:: What needs to be done ::
Filter the records below for the word "PORTILE". Copy each line that holds it.
* * * *
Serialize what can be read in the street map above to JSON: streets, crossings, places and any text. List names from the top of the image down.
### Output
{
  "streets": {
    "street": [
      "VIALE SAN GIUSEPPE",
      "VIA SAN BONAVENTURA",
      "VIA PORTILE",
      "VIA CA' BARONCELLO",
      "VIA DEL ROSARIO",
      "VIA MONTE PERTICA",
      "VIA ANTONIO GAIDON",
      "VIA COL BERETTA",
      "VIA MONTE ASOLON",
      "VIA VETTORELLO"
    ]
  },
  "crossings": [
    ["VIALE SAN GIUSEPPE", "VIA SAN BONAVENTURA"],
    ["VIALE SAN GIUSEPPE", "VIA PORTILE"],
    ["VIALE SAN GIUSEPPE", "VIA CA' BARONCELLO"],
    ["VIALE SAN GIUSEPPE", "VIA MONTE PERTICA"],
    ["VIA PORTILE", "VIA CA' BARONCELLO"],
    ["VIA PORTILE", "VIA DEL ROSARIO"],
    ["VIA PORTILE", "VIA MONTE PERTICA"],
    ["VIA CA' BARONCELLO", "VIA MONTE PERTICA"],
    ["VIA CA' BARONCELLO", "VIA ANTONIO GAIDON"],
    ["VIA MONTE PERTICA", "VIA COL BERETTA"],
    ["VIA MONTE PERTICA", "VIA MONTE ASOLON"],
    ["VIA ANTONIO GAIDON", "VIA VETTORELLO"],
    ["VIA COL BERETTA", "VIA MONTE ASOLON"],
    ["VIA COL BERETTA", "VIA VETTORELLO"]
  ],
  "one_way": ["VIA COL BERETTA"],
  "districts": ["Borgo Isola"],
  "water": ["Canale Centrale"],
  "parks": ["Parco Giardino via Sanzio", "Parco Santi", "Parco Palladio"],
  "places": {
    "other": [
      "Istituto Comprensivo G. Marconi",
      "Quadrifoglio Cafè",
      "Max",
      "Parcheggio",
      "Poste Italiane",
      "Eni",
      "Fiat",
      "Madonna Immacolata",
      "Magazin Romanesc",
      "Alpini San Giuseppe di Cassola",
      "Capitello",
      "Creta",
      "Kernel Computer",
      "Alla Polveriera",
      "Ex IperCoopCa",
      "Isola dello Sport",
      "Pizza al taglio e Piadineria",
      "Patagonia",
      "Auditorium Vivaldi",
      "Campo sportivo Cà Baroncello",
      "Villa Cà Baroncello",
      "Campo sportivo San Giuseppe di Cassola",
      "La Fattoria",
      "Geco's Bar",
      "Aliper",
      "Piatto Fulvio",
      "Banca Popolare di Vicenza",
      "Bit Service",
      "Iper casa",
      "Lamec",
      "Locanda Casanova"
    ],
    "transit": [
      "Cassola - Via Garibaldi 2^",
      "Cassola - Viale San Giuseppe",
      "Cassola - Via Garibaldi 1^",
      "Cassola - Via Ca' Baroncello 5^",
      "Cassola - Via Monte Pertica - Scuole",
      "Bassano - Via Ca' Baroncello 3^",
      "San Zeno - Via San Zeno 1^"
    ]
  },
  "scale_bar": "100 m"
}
* * * *
:: Output below ::
      "VIA PORTILE",
    ["VIALE SAN GIUSEPPE", "VIA PORTILE"],
    ["VIA PORTILE", "VIA CA' BARONCELLO"],
    ["VIA PORTILE", "VIA DEL ROSARIO"],
    ["VIA PORTILE", "VIA MONTE PERTICA"],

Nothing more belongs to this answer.